From the nvrtc docs, it seems that the above options are not supported. Can you please confirm?
@maddyscientist

@anshumang these restrictions stem from the fact that they rely on host-device compiler interactions, and since nvrtc is a pure GPU compiler, I guess it shouldn't be surprising that they are not supported.

  • The lack of support for --expt-relaxed-constexpr is not any way a restriction, since nvrtc is capable of interpreting all functions presented to it as a __device__ function. This option is enabled by jitify, so things will just work as is.
  • For --expt-extended-lambda, in the general case the lambda will be defined in offline code, and not visible to the run-time compiler, so it would not be possible for nvrtc to support it. You would need to define the lambda in code visible to the runtime compiler in order for nvrtc to compile this. I suppose it would be possible to compile the offline lambda to a ptx function and then so long as the ptx was available at runtime, then nvrtc could inline this at runtime in the kernel. Likely a multitude of headaches associated with such an approach that would need to be solved, but I think it's at least possible.

@benbarsdell agree with the above?

Thanks for the detailed answer @maddyscientist
That helps.
For moving a kernel from offline to runtime compilation in a code base that has --expt-relaxed-constexpr and --expt-extended-lambda among the nvcc options, I am considering invoking nvcc at runtime instead of going the nvrtc/jitify path. This is to keep code changes (to account for nvcc and nvrtc differences) to a minimum. The host code is performance sensitive and I do not yet know if the invocation of nvrtc v/s nvcc would have an impact. Also, there would be more boilerplate in the host code when using nvcc which is less of a concern. If you have some thoughts on problems with the nvcc approach, please do share. Thanks !

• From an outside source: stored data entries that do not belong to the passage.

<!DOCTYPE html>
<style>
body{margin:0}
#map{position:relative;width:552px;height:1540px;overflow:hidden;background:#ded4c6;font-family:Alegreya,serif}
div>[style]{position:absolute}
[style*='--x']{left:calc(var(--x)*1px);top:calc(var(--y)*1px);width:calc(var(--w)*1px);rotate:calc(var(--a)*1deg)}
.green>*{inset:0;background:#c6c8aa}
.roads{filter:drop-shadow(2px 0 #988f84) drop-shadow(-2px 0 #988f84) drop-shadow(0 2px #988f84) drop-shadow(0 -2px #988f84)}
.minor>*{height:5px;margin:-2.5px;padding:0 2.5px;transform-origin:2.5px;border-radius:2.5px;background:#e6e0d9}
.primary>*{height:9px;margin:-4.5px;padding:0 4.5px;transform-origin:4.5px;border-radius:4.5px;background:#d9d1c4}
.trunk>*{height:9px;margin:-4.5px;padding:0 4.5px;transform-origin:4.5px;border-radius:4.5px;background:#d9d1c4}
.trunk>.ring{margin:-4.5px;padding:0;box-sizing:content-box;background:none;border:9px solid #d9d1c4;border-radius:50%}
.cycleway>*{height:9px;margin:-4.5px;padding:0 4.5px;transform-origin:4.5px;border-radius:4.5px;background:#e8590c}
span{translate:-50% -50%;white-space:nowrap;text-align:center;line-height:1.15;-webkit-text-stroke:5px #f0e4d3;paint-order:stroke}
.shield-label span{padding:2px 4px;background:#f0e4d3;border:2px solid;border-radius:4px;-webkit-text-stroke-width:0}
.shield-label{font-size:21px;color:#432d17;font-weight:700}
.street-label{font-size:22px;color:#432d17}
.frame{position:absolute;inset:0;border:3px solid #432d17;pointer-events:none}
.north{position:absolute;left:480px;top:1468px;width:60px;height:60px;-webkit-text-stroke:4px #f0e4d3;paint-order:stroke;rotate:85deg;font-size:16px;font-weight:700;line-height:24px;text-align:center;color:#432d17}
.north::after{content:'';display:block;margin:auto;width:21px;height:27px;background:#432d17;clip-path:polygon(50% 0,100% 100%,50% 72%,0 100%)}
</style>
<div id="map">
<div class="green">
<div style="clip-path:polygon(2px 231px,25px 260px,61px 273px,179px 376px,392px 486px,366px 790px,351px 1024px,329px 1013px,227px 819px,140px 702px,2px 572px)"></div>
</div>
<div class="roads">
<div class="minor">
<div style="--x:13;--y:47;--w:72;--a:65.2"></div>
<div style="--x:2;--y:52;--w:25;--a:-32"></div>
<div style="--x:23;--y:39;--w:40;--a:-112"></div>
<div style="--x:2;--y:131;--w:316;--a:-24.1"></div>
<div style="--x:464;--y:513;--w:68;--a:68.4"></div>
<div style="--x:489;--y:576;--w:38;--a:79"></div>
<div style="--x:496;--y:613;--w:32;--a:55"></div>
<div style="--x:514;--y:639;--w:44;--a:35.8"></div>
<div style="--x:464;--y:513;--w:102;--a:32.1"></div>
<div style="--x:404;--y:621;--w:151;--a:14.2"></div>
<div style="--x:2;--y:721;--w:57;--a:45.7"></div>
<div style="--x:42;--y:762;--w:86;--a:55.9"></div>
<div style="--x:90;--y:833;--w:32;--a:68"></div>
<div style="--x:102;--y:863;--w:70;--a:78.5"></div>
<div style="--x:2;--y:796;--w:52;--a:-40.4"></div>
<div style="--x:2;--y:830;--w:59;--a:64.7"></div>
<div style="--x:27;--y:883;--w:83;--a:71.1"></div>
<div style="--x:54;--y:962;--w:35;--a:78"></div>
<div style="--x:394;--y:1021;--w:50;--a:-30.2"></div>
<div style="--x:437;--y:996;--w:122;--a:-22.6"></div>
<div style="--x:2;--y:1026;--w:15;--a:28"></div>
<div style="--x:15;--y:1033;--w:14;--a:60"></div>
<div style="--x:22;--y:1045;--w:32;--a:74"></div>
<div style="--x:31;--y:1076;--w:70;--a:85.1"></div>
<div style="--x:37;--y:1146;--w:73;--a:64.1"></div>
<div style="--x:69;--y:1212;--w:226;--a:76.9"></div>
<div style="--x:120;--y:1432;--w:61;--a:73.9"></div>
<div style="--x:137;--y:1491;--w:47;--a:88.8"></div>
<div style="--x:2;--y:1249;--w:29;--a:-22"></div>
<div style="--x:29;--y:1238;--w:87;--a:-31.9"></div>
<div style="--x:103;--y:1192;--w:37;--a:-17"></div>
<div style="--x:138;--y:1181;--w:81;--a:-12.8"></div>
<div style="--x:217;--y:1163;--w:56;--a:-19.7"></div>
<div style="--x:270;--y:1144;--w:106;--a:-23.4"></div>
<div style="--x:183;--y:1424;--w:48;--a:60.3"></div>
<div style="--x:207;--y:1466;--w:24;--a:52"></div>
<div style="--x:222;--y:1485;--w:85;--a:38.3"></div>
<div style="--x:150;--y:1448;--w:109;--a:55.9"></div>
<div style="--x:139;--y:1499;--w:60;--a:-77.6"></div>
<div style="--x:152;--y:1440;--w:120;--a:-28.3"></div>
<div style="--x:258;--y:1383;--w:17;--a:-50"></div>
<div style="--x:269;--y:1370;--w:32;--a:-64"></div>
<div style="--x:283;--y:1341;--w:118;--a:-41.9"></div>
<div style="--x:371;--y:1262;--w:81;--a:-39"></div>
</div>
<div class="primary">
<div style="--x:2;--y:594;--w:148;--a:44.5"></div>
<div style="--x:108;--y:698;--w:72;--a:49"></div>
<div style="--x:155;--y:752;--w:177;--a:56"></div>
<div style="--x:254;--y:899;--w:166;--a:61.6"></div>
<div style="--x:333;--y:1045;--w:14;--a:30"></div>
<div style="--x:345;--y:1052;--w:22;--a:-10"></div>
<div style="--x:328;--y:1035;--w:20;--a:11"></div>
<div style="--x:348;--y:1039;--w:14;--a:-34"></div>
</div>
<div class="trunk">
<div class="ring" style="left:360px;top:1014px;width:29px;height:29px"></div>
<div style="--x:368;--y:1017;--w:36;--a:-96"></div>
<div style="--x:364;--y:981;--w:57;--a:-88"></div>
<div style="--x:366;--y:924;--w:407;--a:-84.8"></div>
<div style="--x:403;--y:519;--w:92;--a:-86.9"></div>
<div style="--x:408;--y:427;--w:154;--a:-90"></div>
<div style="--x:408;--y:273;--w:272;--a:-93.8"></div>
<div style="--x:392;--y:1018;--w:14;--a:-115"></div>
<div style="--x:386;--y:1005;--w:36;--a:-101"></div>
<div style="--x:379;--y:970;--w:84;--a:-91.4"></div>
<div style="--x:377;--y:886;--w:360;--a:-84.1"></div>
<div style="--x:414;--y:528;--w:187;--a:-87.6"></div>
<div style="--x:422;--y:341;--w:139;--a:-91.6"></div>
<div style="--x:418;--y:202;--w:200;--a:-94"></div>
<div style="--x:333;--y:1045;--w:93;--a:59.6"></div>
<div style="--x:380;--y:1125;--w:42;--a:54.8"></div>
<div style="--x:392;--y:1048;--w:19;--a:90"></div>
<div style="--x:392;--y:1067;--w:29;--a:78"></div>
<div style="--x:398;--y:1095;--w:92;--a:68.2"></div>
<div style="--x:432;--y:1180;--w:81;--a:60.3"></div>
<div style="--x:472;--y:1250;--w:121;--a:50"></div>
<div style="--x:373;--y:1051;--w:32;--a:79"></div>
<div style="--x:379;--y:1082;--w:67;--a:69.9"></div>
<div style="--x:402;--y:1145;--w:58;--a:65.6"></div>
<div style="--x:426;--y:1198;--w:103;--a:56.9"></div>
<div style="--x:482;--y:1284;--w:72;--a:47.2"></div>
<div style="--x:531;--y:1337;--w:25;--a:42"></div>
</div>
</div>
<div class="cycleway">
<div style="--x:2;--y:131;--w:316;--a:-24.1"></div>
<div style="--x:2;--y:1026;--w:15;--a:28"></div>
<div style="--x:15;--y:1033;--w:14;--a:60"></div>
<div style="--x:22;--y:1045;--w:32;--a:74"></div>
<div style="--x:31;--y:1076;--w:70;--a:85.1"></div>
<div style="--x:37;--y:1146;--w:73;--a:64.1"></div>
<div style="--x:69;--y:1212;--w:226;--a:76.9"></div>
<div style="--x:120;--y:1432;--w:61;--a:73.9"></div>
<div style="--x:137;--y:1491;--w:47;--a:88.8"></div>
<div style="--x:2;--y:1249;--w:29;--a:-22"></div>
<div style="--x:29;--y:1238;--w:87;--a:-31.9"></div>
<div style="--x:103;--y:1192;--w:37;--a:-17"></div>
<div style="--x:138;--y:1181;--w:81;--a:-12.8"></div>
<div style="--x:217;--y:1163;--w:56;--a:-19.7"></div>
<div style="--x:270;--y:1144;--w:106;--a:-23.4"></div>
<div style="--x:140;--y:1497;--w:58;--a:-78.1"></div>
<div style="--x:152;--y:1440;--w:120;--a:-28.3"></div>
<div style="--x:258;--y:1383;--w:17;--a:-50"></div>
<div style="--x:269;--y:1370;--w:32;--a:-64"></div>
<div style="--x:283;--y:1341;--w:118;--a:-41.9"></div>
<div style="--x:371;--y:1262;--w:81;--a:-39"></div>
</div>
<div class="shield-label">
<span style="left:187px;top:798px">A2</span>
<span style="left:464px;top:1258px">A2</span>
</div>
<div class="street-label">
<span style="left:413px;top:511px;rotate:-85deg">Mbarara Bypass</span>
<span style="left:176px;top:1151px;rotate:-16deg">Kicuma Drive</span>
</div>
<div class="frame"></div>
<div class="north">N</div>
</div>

As I said, the ---expt-relaxed-constexpr issue isn't a problem at all. Things will just work without this flag.

For lambda issue though, could you show me an example of what the code looks like that uses extended lambdas? Jitify does have lambda-like functionality using the JITIFY_LAMBDA macro, I wonder if this could satisfy your need.

The problem with using nvcc at runtime is that you have to ensure that wherever the code runs, you have the full CUDA toolkit and host compiler available. So, for example, if you know that your development system and deployment system are the same, this isn't an issue.

Let me see if I can share a representative snippet.
Yes, toolkit installation on the deployment host, is something I missed. That is possible.
Good to know that otherwise, invoking nvcc v/s using nvrtc would be the same.

Great, will be good to see a snippet. In general, I would say that it would be good to understand issues where nvrtc / Jitify isn't a good match. E.g., if you need to use shell out to nvcc at runtime, perhaps that represents a weakness in the nvrtc model that needs to be addressed. Thx.